■ **RECORDS SHOWN**:
- - - - - - -

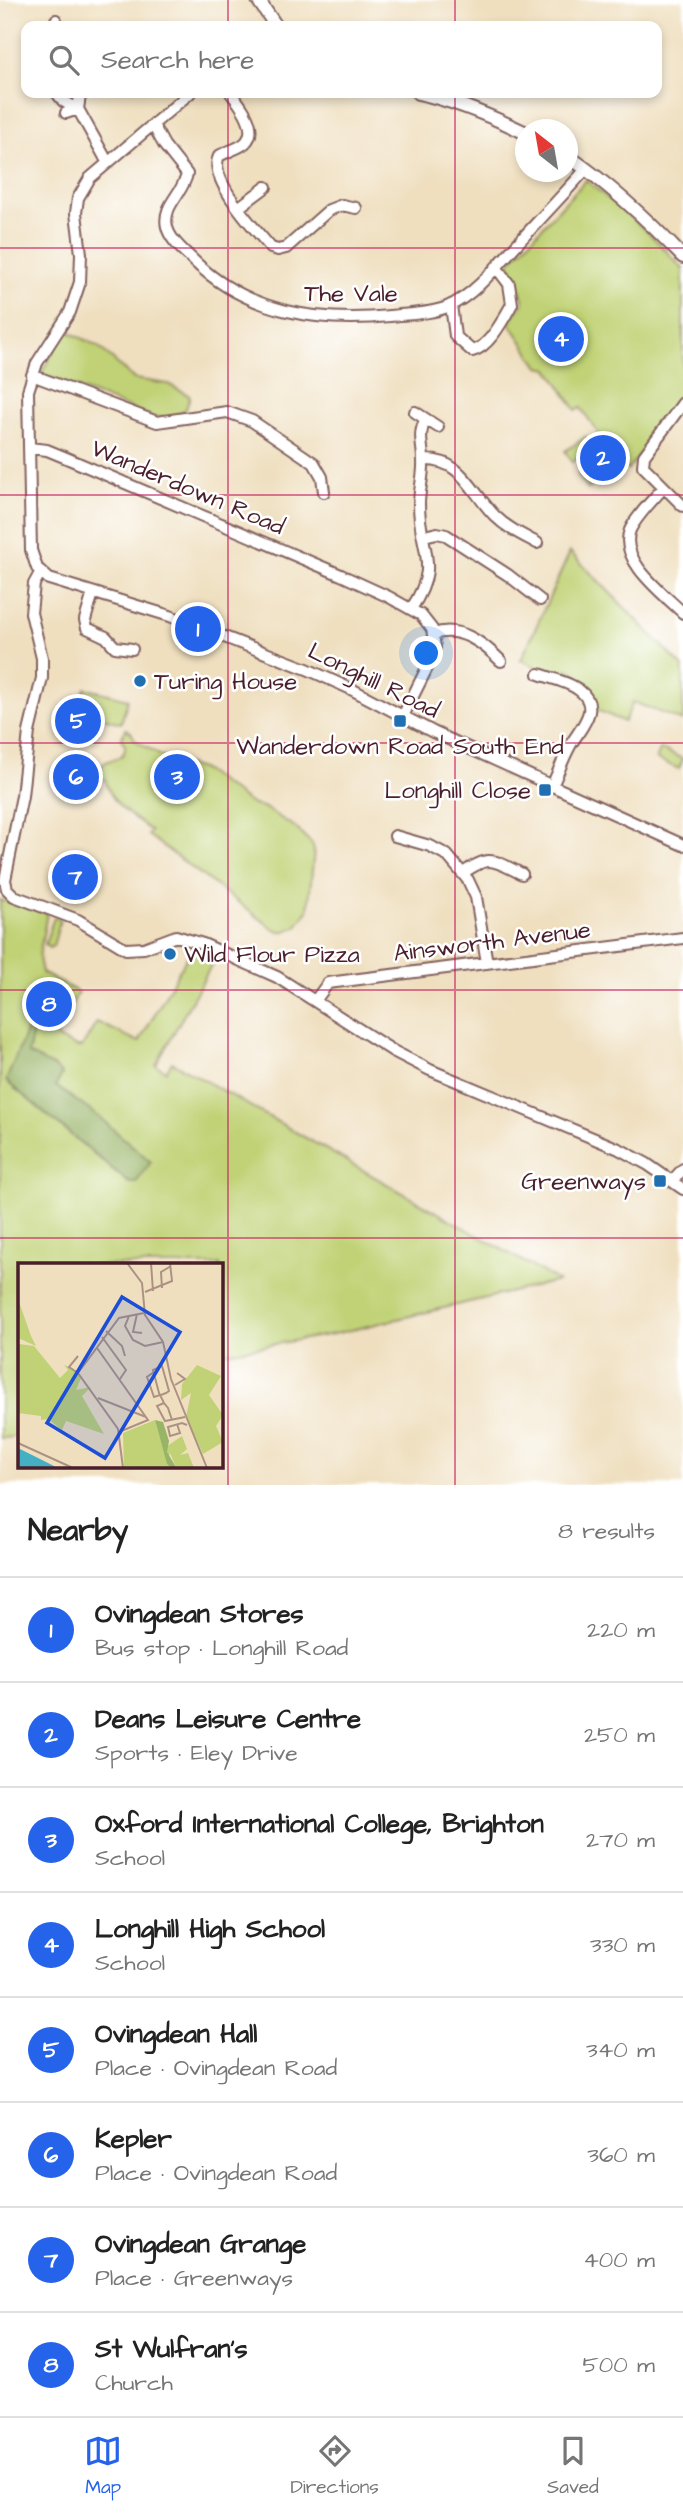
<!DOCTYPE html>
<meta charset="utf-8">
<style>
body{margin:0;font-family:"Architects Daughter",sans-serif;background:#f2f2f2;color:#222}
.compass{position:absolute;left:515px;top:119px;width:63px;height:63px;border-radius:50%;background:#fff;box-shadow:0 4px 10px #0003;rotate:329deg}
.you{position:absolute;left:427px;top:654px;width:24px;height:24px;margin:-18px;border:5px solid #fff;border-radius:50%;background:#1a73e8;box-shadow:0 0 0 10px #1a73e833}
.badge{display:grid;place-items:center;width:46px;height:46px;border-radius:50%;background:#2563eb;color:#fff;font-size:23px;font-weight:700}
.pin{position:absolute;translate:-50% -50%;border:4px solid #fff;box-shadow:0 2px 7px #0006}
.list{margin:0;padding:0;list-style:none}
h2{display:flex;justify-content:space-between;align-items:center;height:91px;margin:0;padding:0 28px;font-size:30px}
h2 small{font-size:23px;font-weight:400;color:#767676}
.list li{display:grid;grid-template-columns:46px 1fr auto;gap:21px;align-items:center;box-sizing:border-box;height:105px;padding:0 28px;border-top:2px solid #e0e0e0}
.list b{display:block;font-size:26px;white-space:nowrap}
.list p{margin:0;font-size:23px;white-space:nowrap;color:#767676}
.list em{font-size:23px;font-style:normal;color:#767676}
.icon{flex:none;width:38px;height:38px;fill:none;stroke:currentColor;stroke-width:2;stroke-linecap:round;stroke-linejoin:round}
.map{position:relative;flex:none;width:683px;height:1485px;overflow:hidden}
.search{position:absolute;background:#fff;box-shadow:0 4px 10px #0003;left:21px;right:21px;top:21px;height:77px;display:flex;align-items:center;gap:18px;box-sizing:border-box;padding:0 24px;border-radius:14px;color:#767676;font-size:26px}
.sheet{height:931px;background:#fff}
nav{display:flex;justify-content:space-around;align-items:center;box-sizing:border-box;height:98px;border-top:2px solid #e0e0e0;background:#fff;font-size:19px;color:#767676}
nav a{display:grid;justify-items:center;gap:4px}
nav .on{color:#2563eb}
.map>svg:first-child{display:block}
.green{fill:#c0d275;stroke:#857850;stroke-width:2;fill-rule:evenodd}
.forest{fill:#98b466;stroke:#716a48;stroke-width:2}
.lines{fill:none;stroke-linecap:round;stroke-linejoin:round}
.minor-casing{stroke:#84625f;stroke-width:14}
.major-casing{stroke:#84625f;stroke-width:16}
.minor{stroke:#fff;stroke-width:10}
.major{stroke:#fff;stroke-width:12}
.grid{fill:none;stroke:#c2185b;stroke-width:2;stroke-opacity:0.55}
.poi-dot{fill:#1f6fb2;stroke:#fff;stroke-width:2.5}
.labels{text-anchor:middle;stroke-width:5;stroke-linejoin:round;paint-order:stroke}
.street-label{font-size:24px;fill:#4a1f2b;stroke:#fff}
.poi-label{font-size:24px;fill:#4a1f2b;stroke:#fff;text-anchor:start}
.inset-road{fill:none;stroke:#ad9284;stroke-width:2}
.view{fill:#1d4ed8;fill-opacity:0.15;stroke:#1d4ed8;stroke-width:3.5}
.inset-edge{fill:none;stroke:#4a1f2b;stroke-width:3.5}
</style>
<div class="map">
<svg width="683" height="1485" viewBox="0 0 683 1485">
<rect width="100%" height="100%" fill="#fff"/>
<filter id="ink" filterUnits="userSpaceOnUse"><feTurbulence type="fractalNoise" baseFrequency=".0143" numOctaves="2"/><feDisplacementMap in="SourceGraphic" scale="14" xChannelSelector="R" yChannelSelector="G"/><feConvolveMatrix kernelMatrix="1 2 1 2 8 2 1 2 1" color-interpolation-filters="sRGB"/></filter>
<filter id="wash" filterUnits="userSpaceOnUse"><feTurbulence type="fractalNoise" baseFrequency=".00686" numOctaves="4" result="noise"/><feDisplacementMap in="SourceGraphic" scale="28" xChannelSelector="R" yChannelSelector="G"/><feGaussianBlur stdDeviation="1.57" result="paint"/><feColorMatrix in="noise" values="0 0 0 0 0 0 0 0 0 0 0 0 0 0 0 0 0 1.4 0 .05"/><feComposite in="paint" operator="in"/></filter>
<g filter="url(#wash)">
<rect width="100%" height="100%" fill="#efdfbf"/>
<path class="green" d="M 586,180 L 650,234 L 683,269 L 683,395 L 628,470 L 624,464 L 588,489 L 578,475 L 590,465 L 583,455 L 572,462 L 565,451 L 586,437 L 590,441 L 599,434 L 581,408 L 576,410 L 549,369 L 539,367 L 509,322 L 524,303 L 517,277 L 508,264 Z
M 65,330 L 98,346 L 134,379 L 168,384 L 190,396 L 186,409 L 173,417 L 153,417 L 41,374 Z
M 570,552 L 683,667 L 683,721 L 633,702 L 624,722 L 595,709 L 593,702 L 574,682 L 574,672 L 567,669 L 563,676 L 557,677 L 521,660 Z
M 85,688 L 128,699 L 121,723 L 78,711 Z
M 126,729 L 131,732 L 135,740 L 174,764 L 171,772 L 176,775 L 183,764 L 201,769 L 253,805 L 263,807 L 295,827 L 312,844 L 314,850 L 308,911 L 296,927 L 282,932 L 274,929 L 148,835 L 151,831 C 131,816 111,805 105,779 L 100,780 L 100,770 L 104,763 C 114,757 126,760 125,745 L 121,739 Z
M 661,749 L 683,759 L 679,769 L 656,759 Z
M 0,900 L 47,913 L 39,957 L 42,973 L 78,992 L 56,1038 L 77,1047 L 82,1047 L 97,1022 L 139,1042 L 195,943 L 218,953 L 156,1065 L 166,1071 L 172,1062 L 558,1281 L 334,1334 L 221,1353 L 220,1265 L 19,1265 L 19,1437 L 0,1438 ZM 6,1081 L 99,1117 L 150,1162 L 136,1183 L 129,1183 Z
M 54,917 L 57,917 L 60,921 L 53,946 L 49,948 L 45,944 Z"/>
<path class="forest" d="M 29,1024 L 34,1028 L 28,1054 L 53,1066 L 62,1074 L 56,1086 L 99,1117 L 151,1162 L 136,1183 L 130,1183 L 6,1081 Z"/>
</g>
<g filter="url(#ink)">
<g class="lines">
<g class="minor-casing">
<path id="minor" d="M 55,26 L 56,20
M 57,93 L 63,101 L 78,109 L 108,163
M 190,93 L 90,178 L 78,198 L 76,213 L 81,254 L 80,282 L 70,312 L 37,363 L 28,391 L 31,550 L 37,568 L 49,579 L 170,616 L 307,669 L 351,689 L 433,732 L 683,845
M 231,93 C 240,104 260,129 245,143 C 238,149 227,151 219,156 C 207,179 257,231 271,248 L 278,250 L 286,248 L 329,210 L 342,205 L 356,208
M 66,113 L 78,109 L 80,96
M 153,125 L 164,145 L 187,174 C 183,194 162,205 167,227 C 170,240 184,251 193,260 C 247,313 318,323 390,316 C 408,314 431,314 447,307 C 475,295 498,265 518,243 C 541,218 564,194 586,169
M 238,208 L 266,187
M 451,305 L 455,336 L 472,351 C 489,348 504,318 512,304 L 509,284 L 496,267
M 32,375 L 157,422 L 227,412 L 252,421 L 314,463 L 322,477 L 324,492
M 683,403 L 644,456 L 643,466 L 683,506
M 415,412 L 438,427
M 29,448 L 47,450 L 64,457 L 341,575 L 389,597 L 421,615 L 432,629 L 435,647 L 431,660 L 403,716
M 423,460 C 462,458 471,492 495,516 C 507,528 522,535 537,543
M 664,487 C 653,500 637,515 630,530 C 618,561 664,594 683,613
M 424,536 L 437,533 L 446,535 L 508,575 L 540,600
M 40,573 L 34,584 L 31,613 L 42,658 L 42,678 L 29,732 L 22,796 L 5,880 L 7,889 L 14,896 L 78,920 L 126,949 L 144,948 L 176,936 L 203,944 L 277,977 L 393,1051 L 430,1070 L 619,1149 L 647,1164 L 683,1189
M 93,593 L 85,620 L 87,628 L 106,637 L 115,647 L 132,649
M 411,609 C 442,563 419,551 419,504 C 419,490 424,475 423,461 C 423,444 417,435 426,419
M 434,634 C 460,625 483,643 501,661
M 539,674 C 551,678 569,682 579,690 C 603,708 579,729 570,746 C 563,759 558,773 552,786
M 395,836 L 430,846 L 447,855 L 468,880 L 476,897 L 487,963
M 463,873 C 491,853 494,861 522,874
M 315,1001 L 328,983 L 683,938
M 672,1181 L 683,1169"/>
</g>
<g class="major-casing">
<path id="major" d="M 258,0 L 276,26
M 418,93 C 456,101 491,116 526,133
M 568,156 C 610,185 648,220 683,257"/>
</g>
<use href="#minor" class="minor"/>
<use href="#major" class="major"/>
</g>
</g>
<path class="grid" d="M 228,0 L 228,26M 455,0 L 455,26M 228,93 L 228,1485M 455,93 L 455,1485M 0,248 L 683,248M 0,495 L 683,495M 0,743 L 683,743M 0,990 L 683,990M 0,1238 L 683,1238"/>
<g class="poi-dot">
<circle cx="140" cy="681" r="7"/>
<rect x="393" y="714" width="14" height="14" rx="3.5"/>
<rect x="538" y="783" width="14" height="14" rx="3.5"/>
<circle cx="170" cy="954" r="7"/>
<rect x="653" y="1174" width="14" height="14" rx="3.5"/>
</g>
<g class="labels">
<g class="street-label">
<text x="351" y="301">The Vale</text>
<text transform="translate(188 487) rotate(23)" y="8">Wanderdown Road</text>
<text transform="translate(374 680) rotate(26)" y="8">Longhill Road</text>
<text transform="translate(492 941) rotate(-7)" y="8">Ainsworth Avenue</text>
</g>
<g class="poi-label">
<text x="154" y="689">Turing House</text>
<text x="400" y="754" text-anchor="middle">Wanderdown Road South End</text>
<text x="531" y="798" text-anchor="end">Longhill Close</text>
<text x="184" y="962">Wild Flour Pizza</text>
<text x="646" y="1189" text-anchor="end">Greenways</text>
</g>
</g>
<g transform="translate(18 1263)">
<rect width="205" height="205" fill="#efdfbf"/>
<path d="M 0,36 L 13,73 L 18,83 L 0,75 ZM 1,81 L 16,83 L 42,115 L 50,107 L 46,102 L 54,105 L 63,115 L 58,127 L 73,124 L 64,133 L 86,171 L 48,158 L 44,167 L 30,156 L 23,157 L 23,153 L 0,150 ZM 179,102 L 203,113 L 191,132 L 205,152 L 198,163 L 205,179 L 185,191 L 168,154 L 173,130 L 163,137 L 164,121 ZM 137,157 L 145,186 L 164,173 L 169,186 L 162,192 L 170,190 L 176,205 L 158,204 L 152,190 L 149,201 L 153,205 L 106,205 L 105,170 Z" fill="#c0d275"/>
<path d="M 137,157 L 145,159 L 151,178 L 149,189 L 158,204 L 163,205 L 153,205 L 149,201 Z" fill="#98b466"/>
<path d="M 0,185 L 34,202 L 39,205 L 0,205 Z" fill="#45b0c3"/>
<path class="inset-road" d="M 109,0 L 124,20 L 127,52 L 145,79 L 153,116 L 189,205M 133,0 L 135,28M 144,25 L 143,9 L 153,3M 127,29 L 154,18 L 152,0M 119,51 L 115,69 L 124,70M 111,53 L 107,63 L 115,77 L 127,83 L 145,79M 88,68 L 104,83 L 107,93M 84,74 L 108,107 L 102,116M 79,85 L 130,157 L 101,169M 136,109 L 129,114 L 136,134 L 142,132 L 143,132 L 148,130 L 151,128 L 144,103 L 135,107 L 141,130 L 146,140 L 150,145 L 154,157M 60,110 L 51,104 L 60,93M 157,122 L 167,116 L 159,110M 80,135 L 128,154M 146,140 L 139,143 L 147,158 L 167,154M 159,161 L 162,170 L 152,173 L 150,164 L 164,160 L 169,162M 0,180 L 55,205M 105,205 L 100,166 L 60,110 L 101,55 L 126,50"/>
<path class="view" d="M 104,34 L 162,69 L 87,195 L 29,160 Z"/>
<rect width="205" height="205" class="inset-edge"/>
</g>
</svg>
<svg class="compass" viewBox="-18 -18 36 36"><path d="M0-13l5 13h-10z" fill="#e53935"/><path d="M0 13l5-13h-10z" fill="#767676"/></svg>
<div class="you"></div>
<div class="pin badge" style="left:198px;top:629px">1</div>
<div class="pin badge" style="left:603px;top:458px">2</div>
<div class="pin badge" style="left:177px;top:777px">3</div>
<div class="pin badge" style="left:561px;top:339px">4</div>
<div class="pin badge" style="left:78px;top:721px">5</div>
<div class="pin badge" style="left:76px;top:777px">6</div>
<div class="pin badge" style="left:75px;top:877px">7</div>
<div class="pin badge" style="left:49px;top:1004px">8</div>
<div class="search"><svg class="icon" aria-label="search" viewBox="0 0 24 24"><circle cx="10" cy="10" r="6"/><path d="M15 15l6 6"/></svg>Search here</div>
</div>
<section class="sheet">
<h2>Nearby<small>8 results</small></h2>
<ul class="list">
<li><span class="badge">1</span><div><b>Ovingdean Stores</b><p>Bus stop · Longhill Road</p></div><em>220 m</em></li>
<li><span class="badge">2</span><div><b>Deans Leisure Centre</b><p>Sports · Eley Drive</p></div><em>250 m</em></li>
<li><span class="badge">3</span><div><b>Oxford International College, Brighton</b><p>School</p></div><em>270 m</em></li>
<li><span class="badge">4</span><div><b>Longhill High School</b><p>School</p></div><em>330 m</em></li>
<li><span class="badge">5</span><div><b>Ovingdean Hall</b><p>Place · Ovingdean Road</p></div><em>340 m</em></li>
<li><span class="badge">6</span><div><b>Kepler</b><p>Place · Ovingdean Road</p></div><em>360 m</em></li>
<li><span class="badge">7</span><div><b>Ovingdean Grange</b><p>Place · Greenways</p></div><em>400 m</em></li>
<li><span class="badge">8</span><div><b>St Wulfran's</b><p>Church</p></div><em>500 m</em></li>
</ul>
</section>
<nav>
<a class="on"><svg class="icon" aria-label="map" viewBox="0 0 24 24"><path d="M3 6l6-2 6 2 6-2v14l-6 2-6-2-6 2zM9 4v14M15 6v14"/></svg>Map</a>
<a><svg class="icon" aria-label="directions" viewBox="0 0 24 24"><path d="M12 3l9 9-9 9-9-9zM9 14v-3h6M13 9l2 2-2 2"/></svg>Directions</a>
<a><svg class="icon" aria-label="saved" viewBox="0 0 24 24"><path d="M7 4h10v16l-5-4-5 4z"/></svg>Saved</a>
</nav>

- - - - - - -

■ **WHAT THIS TASK INVOLVES**:
Lines holding "labels" are the ones to copy; find all of them in the listing.

■ **SOLUTION**:
.labels{text-anchor:middle;stroke-width:5;stroke-linejoin:round;paint-order:stroke}
<g class="labels">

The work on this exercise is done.